Every line from the beginning of the records below up to the one holding "c.font = font" should be quoted exactly; leave out the rest.

Exercise inputs:
[Start of section]

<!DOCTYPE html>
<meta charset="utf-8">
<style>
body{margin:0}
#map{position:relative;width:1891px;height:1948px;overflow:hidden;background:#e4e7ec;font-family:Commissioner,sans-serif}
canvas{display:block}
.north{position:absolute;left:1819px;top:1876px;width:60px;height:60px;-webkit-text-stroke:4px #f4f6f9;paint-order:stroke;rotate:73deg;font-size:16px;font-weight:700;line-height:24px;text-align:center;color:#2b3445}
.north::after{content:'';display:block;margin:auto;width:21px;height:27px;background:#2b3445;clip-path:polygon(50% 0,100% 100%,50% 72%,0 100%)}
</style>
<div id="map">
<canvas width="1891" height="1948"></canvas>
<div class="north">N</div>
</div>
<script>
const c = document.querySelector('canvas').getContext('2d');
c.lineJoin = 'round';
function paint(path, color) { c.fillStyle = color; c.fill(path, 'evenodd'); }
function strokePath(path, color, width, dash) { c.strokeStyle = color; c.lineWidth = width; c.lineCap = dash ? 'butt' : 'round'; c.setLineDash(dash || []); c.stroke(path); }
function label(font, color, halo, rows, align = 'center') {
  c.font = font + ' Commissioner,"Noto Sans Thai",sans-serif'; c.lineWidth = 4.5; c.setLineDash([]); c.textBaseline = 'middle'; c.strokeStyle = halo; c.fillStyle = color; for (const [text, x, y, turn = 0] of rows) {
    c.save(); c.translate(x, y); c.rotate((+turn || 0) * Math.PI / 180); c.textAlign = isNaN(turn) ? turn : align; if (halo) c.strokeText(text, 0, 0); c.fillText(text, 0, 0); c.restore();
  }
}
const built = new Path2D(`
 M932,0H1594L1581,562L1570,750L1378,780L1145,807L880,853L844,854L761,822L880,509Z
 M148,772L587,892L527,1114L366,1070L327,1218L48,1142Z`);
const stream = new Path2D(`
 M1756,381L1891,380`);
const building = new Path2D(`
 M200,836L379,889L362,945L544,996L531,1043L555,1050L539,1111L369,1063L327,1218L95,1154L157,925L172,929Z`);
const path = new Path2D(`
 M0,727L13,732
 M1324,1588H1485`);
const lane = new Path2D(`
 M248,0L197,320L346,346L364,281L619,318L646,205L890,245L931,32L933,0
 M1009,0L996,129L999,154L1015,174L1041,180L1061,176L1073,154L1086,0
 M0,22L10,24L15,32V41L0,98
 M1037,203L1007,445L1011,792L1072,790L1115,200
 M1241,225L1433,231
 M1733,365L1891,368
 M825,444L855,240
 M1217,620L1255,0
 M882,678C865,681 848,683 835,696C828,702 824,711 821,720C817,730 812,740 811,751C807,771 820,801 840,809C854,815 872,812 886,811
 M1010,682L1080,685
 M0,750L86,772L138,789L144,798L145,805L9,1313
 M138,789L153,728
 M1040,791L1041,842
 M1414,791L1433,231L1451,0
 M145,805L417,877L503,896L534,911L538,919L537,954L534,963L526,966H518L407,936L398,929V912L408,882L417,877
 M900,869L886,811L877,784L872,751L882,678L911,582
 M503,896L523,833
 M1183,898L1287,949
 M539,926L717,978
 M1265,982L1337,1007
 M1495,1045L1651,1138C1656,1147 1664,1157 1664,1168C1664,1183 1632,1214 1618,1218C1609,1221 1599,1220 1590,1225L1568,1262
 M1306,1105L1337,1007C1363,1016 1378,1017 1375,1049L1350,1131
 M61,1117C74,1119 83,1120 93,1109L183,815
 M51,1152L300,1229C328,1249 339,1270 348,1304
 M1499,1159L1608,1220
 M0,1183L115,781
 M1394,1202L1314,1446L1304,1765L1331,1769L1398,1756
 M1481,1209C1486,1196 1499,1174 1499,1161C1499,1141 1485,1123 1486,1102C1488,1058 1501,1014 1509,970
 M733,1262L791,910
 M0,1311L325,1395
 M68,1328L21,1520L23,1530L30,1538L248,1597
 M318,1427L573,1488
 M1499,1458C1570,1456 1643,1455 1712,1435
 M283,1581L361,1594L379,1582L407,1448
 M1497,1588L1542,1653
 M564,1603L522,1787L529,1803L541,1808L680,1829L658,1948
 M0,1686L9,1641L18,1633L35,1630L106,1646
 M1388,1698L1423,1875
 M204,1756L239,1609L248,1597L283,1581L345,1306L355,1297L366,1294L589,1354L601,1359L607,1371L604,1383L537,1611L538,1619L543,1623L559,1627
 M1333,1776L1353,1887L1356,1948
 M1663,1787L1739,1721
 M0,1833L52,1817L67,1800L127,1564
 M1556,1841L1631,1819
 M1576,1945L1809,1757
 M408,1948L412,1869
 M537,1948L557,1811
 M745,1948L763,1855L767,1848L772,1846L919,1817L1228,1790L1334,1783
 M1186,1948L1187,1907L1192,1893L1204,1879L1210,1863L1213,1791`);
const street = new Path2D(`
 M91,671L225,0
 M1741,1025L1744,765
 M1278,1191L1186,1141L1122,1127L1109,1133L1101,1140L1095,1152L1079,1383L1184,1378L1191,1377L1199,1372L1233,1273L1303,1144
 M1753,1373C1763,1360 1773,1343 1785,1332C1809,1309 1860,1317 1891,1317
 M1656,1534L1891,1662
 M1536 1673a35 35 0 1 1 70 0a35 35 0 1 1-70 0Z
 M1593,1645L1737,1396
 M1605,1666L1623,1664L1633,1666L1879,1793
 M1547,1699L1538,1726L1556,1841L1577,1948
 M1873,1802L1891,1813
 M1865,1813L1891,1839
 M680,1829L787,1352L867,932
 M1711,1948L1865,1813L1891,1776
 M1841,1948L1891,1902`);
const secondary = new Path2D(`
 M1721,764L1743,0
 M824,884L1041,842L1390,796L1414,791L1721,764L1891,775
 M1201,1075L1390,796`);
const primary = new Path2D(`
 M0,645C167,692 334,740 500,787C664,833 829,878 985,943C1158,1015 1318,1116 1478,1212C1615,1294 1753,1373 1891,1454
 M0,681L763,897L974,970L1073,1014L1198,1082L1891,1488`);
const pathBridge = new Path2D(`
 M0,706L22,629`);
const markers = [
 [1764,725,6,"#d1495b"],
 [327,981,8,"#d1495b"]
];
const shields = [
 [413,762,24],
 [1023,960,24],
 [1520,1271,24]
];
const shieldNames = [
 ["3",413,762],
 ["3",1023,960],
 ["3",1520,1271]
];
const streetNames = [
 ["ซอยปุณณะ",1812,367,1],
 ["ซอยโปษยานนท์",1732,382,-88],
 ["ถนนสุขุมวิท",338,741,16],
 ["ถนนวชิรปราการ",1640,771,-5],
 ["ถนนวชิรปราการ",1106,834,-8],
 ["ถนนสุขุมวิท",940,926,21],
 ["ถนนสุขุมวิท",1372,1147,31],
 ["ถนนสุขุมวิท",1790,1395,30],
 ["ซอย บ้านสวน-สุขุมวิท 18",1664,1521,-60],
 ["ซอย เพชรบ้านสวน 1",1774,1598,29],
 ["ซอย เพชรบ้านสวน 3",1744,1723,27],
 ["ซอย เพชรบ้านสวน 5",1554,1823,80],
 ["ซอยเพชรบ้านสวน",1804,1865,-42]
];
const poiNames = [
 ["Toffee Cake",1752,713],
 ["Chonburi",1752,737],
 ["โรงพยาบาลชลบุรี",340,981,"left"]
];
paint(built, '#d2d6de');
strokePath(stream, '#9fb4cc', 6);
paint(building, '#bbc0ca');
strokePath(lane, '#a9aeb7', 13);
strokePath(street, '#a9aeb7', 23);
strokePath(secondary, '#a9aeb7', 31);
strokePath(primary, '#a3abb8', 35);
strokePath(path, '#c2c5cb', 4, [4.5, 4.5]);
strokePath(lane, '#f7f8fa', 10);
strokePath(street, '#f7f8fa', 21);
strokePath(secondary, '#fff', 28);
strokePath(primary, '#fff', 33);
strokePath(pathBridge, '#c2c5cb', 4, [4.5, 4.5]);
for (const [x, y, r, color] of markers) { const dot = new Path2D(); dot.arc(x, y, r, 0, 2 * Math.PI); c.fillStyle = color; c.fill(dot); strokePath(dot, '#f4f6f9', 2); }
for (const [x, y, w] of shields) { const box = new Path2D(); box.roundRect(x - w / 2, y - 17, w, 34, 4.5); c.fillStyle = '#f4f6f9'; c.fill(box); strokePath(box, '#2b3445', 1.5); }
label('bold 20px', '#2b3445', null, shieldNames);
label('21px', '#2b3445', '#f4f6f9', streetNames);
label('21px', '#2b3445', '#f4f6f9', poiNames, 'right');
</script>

[End of section]

Exercise answer:
<!DOCTYPE html>
<meta charset="utf-8">
<style>
body{margin:0}
#map{position:relative;width:1891px;height:1948px;overflow:hidden;background:#e4e7ec;font-family:Commissioner,sans-serif}
canvas{display:block}
.north{position:absolute;left:1819px;top:1876px;width:60px;height:60px;-webkit-text-stroke:4px #f4f6f9;paint-order:stroke;rotate:73deg;font-size:16px;font-weight:700;line-height:24px;text-align:center;color:#2b3445}
.north::after{content:'';display:block;margin:auto;width:21px;height:27px;background:#2b3445;clip-path:polygon(50% 0,100% 100%,50% 72%,0 100%)}
</style>
<div id="map">
<canvas width="1891" height="1948"></canvas>
<div class="north">N</div>
</div>
<script>
const c = document.querySelector('canvas').getContext('2d');
c.lineJoin = 'round';
function paint(path, color) { c.fillStyle = color; c.fill(path, 'evenodd'); }
function strokePath(path, color, width, dash) { c.strokeStyle = color; c.lineWidth = width; c.lineCap = dash ? 'butt' : 'round'; c.setLineDash(dash || []); c.stroke(path); }
function label(font, color, halo, rows, align = 'center') {
  c.font = font + ' Commissioner,"Noto Sans Thai",sans-serif'; c.lineWidth = 4.5; c.setLineDash([]); c.textBaseline = 'middle'; c.strokeStyle = halo; c.fillStyle = color; for (const [text, x, y, turn = 0] of rows) {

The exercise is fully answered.